In my experience this is not really true. OMax is the nearest tech store to my house, and was my preferred store until about a year ago, when the rebate deals dried up. Most of the killer deals – along will ALL of the free-after-rebate offers that interested me – vanished.

Rebates are not the problem, at least not for me. Dishonest rebate houses that use tricks and delays to avoid paying out are the problem. This is why I still do rebate deals (NewEgg, BUY.COM etc), but I don’t buy from TigerDirect (for instance).

Lewis Savage says:

My Official Flip off to all rebating companies!
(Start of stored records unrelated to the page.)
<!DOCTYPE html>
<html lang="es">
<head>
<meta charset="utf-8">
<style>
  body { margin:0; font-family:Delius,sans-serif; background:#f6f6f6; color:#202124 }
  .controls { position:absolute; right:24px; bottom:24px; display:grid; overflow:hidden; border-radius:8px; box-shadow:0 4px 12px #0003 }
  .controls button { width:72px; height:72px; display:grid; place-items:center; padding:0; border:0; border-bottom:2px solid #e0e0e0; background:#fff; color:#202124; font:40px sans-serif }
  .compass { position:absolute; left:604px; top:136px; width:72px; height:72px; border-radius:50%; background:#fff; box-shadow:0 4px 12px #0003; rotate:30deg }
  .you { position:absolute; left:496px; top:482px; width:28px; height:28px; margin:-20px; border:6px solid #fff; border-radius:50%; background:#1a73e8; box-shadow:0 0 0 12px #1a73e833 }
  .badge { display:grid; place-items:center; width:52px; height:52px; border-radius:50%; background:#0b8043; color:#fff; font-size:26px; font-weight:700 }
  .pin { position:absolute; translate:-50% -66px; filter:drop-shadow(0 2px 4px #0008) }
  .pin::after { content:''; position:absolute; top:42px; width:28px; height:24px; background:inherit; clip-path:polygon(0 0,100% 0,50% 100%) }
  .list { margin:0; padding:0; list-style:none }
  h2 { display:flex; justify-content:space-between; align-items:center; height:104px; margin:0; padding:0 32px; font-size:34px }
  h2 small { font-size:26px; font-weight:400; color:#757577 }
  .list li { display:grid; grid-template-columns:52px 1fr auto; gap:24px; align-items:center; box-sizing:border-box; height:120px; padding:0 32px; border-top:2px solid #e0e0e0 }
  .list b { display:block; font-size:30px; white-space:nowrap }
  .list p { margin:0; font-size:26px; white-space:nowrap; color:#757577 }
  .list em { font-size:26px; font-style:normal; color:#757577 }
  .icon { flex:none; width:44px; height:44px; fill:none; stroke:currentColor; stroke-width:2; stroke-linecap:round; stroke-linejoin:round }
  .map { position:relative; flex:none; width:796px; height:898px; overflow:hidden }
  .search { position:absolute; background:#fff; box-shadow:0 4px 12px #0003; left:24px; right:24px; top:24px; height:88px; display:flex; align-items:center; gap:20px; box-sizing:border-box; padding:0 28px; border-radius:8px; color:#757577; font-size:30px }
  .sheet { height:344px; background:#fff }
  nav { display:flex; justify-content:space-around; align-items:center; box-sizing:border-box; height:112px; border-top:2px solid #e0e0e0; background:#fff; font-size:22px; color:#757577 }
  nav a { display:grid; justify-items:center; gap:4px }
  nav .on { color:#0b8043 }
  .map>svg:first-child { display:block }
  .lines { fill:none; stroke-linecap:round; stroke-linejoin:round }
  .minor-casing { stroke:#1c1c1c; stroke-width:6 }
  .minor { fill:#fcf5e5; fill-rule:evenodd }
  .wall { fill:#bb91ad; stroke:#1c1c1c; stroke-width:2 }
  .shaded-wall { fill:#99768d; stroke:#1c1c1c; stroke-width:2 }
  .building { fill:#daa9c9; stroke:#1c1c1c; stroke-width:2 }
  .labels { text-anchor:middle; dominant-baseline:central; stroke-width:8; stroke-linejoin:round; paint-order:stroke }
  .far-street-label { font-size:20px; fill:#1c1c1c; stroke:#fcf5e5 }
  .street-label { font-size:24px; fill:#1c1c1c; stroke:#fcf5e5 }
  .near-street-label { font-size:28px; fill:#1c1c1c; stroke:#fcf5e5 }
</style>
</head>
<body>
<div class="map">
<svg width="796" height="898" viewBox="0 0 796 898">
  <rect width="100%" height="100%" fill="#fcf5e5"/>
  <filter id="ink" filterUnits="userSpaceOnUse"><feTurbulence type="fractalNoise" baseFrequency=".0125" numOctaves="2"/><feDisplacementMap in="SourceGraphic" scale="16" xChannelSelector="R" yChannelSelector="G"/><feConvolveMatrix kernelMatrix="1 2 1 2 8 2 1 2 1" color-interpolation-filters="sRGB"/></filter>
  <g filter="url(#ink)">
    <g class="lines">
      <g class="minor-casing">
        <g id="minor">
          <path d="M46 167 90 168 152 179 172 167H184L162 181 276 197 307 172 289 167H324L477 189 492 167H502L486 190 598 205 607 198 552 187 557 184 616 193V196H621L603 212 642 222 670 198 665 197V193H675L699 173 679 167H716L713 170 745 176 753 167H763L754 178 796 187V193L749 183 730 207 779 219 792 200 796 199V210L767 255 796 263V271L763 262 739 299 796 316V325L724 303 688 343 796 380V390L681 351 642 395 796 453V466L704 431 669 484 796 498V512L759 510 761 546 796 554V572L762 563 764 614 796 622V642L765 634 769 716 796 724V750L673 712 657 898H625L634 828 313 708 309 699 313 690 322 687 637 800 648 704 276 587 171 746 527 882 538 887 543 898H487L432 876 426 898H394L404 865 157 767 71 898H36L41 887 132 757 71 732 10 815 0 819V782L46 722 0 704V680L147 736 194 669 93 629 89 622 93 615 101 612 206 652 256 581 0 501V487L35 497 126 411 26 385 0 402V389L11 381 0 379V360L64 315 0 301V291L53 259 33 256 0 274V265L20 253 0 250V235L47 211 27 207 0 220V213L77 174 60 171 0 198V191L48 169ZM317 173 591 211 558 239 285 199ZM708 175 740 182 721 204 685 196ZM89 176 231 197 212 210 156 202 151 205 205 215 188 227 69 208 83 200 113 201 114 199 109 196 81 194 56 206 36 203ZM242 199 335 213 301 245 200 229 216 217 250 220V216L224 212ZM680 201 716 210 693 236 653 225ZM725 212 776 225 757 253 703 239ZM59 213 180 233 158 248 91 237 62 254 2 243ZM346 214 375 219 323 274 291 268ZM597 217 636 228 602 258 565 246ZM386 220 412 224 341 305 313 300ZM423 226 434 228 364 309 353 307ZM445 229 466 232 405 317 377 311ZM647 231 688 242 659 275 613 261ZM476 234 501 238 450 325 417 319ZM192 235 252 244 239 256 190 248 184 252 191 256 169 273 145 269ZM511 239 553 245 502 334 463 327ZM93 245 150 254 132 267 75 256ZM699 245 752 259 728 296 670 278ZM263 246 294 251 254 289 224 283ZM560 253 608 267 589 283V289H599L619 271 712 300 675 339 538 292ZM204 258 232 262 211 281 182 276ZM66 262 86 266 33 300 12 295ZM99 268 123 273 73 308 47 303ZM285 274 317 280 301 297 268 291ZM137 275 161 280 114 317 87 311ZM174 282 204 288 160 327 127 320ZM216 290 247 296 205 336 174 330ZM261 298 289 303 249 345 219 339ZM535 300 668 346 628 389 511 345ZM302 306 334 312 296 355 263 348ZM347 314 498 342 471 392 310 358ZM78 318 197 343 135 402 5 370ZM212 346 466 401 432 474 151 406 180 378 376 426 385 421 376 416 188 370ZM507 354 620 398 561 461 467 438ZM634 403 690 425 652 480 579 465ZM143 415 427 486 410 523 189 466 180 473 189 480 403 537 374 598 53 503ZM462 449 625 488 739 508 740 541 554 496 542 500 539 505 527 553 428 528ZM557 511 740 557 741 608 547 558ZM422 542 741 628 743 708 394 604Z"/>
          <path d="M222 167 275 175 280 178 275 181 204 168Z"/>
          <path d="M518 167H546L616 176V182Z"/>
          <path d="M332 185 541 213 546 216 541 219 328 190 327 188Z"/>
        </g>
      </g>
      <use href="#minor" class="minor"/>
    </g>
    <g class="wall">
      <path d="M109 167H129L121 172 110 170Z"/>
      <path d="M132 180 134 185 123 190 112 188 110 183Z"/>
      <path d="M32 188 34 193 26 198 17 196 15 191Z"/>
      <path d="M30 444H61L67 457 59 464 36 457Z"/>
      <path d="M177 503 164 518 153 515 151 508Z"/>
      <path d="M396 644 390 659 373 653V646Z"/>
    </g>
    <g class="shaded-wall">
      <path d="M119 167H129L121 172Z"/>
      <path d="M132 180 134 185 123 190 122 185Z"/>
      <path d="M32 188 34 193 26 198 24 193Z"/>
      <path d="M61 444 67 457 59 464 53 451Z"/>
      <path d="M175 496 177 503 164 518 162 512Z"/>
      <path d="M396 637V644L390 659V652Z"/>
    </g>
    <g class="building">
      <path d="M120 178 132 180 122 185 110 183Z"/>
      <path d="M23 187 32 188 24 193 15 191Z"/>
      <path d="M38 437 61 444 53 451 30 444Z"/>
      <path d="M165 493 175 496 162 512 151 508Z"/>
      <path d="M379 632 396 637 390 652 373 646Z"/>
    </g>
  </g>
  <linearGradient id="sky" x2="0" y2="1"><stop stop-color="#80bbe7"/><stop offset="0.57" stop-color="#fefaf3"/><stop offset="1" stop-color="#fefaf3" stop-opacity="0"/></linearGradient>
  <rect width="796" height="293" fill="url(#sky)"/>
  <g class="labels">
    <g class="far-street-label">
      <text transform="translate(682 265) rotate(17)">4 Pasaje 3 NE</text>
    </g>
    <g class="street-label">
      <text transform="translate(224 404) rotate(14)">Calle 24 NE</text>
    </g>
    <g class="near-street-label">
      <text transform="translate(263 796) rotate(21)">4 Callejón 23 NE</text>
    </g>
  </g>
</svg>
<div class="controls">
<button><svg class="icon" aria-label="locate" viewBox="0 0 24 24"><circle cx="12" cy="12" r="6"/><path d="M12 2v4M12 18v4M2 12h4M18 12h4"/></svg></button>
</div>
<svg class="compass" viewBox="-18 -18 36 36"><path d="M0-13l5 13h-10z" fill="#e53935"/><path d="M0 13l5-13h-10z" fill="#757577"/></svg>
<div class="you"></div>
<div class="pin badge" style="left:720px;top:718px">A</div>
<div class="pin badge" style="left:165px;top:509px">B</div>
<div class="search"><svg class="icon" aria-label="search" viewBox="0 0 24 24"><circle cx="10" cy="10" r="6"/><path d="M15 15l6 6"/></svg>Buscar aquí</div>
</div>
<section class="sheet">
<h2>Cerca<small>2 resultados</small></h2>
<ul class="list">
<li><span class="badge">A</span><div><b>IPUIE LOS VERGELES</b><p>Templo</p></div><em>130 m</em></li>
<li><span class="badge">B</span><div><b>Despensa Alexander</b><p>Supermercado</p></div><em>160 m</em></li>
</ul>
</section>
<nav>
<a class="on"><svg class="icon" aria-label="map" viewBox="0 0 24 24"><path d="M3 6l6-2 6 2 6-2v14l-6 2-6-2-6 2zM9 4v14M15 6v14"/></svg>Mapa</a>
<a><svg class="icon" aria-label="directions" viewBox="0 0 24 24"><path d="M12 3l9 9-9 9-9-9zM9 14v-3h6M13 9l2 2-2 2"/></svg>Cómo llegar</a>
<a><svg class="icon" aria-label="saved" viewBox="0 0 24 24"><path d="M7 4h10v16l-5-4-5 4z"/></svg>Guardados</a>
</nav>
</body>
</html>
I hereby put all (ALL) companies who offer rebates on any product or service on notice,NO SALE! I will however consider purchasing when they begin making the same offer minus the exact same rebate amount.
Until then they may consider themselves officially flipped off,and that is my gaurantee.
Lewis Savage
682-438-2431
Fort Worth,Texas

Wizard Prang (user link) says:

Re: Won't happen

It is precisely because of “breakage” that they can offer big rebates. Without breakage and the ability to play with the quarterly financials (by pushing the rebate hit into the next quarter) they cannot offer the same level of discount over the counter.
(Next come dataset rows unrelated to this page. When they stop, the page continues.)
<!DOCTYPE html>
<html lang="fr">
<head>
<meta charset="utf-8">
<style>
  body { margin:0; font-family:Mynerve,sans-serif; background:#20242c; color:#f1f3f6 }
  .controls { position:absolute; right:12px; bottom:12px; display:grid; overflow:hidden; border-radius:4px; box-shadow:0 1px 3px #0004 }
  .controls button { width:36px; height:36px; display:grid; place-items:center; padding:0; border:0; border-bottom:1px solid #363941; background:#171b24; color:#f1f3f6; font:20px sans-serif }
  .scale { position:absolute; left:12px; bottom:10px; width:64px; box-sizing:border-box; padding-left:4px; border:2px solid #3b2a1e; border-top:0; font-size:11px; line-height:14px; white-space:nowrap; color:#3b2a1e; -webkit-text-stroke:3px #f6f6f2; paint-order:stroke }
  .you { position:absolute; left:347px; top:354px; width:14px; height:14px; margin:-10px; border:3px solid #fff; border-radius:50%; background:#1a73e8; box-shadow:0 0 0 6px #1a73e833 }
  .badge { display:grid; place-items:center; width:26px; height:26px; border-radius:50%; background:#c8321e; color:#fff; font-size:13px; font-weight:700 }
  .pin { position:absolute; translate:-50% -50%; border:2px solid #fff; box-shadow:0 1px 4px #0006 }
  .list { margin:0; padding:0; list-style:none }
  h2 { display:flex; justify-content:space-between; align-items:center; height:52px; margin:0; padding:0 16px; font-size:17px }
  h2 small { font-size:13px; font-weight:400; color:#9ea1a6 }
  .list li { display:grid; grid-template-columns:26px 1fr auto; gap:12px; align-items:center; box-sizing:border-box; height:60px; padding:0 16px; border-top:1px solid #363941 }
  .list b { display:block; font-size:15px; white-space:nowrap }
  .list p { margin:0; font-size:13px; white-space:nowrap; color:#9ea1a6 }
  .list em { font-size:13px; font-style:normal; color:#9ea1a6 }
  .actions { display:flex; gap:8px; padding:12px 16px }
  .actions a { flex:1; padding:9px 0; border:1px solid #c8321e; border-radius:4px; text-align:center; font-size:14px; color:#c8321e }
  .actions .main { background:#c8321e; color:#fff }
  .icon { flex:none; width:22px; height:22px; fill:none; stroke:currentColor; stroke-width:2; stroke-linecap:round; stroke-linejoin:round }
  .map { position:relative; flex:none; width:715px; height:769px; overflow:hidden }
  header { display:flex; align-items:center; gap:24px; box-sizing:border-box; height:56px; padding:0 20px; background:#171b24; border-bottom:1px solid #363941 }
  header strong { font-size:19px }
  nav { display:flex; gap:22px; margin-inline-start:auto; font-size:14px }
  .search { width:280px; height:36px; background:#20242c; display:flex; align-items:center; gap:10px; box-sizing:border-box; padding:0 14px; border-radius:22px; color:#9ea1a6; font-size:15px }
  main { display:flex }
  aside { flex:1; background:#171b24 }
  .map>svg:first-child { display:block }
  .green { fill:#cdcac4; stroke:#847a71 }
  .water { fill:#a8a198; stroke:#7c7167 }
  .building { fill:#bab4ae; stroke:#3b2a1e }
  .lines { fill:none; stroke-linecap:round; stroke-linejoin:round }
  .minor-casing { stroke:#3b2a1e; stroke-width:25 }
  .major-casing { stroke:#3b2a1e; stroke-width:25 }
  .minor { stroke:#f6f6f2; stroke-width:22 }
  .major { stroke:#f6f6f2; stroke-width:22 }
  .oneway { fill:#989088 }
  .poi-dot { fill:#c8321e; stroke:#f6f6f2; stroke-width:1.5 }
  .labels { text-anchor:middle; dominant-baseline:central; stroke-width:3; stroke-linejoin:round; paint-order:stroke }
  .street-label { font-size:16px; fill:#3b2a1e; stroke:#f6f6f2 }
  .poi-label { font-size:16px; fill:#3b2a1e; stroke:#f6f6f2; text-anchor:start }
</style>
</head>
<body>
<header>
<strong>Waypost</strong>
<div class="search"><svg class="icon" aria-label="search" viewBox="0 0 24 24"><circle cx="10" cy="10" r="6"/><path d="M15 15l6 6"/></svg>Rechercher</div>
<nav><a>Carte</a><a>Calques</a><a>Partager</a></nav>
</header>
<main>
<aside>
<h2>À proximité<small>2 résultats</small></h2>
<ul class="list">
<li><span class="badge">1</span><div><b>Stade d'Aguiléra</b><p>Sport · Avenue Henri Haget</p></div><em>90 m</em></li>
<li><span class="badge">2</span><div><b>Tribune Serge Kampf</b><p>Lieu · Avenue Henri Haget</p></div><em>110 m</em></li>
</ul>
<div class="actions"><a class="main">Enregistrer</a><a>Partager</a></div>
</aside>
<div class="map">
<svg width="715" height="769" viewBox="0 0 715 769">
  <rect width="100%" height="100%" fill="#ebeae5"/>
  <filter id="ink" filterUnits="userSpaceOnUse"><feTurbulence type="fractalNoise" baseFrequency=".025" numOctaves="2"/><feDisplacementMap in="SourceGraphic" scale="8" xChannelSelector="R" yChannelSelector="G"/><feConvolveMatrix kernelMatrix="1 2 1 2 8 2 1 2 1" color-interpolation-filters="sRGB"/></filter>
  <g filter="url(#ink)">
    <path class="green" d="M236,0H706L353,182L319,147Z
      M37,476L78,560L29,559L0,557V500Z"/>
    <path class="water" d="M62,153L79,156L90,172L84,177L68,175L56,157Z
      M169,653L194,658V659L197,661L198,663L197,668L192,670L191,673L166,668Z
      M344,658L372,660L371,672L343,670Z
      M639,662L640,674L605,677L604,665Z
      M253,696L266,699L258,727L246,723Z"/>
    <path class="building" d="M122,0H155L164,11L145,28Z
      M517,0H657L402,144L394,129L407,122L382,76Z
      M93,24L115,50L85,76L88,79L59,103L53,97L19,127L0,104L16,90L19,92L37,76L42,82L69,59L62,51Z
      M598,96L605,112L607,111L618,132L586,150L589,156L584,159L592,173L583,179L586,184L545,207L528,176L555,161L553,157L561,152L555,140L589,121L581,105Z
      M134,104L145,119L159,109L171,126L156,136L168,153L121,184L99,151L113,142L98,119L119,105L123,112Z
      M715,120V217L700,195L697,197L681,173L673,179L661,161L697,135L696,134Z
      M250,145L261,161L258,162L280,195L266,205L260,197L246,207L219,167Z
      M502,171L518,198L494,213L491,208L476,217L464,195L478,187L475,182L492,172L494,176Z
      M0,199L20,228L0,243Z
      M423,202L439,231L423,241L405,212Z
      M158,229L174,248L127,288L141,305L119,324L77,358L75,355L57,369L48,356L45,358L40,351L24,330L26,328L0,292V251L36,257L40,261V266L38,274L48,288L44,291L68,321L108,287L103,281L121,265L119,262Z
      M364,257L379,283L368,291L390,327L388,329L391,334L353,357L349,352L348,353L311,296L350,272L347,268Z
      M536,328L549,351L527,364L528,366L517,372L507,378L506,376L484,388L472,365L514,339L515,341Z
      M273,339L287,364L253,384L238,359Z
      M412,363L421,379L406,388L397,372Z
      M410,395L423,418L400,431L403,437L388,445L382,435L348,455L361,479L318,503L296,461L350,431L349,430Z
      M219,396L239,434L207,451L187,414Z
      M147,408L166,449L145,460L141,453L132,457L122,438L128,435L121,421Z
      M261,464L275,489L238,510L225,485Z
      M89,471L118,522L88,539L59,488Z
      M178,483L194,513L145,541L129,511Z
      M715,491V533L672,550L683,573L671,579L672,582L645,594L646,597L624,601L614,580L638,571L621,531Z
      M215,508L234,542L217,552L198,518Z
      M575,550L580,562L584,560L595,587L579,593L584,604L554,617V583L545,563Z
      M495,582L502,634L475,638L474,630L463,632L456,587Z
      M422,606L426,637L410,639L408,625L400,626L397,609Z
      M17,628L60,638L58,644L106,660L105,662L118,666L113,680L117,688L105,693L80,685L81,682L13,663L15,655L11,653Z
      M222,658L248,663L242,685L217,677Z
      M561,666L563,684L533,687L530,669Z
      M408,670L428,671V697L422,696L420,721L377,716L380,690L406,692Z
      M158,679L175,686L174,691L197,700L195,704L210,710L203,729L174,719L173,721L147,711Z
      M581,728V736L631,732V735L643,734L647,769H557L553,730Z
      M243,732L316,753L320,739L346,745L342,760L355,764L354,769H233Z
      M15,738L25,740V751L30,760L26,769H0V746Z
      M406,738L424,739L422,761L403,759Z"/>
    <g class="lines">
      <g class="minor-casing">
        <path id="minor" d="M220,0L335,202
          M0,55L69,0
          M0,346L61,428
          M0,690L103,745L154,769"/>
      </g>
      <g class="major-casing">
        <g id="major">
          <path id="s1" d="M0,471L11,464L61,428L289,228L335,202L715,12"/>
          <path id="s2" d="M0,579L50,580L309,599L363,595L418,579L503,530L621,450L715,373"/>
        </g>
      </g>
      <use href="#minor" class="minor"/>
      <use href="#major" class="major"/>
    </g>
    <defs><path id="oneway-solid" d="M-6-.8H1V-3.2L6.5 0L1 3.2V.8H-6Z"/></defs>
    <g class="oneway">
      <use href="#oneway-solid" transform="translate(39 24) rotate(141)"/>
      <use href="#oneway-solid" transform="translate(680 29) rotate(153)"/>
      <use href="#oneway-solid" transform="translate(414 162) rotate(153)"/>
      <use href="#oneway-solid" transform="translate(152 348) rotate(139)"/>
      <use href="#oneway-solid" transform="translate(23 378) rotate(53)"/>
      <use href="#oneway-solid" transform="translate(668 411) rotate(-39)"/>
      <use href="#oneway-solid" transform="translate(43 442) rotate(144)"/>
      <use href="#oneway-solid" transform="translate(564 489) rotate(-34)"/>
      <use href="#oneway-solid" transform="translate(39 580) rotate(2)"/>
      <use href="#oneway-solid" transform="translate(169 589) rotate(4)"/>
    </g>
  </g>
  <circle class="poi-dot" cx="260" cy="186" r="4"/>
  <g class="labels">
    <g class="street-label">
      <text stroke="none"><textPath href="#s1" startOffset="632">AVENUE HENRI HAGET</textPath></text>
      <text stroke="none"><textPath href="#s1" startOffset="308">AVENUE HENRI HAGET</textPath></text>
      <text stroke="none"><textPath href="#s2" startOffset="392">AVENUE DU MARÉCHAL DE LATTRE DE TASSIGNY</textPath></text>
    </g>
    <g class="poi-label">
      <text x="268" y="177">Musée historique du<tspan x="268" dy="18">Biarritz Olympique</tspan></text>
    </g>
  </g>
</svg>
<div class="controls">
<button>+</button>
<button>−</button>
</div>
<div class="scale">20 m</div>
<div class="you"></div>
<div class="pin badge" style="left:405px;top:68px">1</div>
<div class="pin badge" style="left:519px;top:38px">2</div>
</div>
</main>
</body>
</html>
I have gotten plenty of “free after rebate” items (including a TiVo, which cost me the sales tax on $150). Would they give stuff away? I doubt it.

Not to blow my own horn, but here is my humble offering on the subject.

http://wizardprang.wordpress.com/rebateguide/

Anonymous Coward says:

HELLO?????

Why do most people patent something? So they can sue the pants off someone who infringes. Did anyone actually consider that a group of people who were tired of the rebate hassle patented that idea in an effort to prevent companies from doing rebates like they have out of fear of being sued out of existence???

This may actually be a good thing for once.

anonymous says:

I ignore rebates too

Lost an $80 rebate once because even after filling out and sending in all the paperwork, never received the rebate check from Verizon. I agree with the earlier person that rebates are an insult to the consumer. Now I ignore rebates when I shop and look only at the price plus any immediate discounts. My time and peace of mind are more valuable than dealing with rebates and the stress of whether it will arrive. Why do I want the negative, stressful experience of trying to find a company’s rebate phone number and calling to yell at them?

teknosapien (profile) says:

Am I missing a point here or ...

maybe start holding retailers accountable for mis-represented rebates if you don’t get it with in x amount of time return it with the explanation of hey this did not perform as advertised. (I.e. you advertised a rebate and it doesn’t seem to be working like that). Of course I may be missing some small print but who knows. After all if a large concern like CompUSA or Circuit city has to start refunding for the false claims of the manufactures that they push goods for then maybe something will be done. I know I am powerless to do any thing alone against the powers that be save one exception. I can refuse to support them with my dollars I will always pick the better of the two companies even if it means spending a few extra bucks to do it I refuse to reward sleazy business practices or support sleazy companies.

Roger Dodger says:

Well, obviously the no-rebate deals aren’t as good as the rebate ones; they are giving away money on EVERY sale, not just the ones that people actually mail in the rebate for. BB, OM, etc, all make a big deal out of “no more rebates”, but the effective prices are higher. It’s like when you get your house re-valuated..they say “oh, yes, your house value went up, but we refigger your takes at a new, lower rate per thousand”…of course, your taxes go up anyway because they just back into the budget numbers to come up with the amount they need. Come on, sheeple, wake the F up! You are being screwed, lied to, and not even getting a good-night kiss.

Almighty says:

Well if EVERYONE avoided this trap....

If everyone would just NOT buy anything that has a gimmick rebate then there would not be any, period.

right now im only getting 1/2 of my rebate due to marketing tactics, but believe me Ill never shop at tiger direct again on a mail-in rebate headache promotion, in fact ill just order most my purchases online, that way it really cuts out the middle man.